L’altro come missione etica nella filosofia heideggeriana

Aver-cura come accarezzamento dell’assenza tra me e l’Altro

 

Parlare della dinamica del vuoto nella filosofia heideggeriana equivale a scoperchiare il vaso di Pandora: così come in Esiodo[1], questo, starebbe a rappresentare, aperto, l’imperversare nel mondo dei mali — e del male in-sé nella sua più tragica e peccaminosa interezza — portando però l’uomo ad essere autentico in quanto composito tanto da letizia quanto da tristezza, così in Heidegger, apertolo, portando alla luce il vuoto, l’«assenza», fonda l’interezza «autentica» dell’essere. Se, per un certo approccio filosofico tipicamente ellenico[2], il vuoto avrebbe dovuto essere ripudiato ed anzi aborrito, in Heidegger è proprio quest’ultimo — che contrappasso! — a renderci conto della realtà nella sua più fulgida e veritiera effigie.

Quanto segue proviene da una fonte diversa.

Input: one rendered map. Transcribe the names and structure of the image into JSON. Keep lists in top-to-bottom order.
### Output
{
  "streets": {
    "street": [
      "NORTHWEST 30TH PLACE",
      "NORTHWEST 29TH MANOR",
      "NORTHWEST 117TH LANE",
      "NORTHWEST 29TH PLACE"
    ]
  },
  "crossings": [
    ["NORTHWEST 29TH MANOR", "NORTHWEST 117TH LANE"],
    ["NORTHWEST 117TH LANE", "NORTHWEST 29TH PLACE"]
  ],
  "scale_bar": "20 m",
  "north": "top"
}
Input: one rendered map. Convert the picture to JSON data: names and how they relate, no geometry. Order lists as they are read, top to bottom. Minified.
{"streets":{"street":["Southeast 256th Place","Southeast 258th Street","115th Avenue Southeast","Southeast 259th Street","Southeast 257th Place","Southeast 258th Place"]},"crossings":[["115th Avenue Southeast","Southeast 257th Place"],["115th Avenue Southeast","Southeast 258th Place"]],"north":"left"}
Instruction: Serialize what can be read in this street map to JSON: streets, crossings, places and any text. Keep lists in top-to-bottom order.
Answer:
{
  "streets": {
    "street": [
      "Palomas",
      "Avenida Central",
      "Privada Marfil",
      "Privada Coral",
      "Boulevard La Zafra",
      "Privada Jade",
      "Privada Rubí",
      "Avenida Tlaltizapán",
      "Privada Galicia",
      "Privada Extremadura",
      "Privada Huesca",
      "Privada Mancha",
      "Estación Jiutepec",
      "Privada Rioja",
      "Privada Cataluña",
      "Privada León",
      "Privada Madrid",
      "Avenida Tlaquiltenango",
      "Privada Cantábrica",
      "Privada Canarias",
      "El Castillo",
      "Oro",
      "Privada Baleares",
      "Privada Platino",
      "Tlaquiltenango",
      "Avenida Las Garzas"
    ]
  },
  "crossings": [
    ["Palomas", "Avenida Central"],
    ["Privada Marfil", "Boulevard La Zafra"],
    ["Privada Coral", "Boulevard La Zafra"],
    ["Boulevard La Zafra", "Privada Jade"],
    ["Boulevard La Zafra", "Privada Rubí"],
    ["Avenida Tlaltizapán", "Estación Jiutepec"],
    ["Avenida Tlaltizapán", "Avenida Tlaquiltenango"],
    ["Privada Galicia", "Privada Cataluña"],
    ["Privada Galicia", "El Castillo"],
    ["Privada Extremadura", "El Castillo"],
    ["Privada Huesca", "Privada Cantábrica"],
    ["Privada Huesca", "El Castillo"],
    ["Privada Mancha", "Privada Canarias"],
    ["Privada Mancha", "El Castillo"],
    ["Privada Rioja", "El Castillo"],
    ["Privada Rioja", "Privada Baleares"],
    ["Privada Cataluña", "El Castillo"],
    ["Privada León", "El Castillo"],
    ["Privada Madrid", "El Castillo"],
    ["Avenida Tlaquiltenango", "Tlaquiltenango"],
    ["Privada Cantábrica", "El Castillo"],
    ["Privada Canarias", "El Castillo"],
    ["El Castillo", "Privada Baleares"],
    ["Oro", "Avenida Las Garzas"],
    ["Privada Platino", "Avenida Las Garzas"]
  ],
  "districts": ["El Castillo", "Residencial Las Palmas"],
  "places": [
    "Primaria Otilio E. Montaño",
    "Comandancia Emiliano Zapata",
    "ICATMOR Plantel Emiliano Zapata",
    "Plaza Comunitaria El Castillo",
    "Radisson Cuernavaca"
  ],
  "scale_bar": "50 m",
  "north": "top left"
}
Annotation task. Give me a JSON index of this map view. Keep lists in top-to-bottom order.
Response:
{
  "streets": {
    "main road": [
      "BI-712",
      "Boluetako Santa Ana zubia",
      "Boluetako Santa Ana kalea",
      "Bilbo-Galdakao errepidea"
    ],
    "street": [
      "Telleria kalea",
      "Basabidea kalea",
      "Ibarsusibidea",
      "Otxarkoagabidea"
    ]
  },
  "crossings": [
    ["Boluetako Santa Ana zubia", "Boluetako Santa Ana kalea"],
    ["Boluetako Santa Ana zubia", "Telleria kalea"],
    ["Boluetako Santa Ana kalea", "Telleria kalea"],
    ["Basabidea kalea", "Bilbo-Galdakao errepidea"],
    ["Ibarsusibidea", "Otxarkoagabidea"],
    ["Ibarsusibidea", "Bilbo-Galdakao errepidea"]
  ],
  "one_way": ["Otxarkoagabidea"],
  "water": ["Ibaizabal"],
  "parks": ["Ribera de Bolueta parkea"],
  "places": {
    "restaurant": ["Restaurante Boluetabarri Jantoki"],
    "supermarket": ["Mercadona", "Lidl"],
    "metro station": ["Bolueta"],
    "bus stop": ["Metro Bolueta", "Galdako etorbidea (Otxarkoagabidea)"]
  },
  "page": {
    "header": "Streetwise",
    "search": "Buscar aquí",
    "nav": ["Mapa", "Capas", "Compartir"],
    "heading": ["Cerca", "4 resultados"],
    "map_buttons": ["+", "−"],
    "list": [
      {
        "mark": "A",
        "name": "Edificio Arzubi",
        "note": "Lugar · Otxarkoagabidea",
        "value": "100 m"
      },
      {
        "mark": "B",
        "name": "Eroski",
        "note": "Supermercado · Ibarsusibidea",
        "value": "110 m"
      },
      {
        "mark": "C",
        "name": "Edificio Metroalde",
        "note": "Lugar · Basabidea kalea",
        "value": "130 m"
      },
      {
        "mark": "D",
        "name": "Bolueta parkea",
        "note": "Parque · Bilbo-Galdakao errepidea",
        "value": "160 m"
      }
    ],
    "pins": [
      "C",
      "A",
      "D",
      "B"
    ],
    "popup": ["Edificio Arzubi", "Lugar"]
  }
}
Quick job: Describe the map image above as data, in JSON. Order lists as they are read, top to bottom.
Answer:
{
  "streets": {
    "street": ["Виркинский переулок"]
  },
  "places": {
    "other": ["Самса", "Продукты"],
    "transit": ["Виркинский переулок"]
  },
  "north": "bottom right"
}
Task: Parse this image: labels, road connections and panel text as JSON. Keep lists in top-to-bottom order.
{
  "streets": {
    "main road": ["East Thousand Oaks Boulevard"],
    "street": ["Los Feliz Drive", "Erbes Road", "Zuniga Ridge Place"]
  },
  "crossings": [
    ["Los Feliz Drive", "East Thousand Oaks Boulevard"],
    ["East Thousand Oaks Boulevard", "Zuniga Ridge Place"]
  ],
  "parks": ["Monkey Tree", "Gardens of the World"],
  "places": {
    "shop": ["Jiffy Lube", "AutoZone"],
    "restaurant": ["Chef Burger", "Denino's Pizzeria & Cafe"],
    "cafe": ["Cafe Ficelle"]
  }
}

Il grande problema della filosofia heideggeriana è, infatti, quello di ricontestualizzare il senso dell’essere nell’ottica di un Occidente che, secondo Heidegger, stava continuamente confondendone l’essenza, fondendola alla bene e meglio con l’ente: non c’era, difatti, alcuna differenza ontologica — parlare dell’ente stava diventando sinonimico di parlare dell’essere-in-quanto-tale; per Heidegger, questo è assolutamente inammissibile: è necessario che i due vengano riposizionati e rivisti attraverso un’analisi che li renda evidenti, chiari e, soprattutto, distinti. Così, con il più teoretico dei saporiti retrogusti che avrebbero potuto essere dati ad una speculazione filosofica, in Sein und Zeit[3] (1927) — l’opera unanimemente considerata fondamentale del pensiero heideggeriano, si tenta proprio questo; il risultato è un lavoro mastodontico il quale, grazie ad un fraseggio serrato ed una lessicologia istericamente oculata, ripenserà l’essere-in-quanto-tale e, attraverso questo, contestualizzerà entro un perimetro limpidamente definito quella che è la condizione esistenziale dell’uomo. Diventa, poi, quasi indessicale rispetto alla stessa coerenza strutturale del sistema teoretico heideggeriano, evidenziare come l’opera che stiamo prendendo in considerazione sia inconclusa: così come per Heidegger — e stiamo per vederlo, l’essere non avrebbe che potuto essere compreso solo attraverso l’assenza, così la sua opera, in quanto assente di una parte (una cospicua, direi, parte), è da un lato esteticamente armoniosa col pensiero che vorrebbe esprimere, dall’altro, più teoretico, veniente alla luce nel modo più chiaro proprio perché quanto manca, in virtù dello stesso fatto di mancare, assume più rilevanza, vigore e cospetto.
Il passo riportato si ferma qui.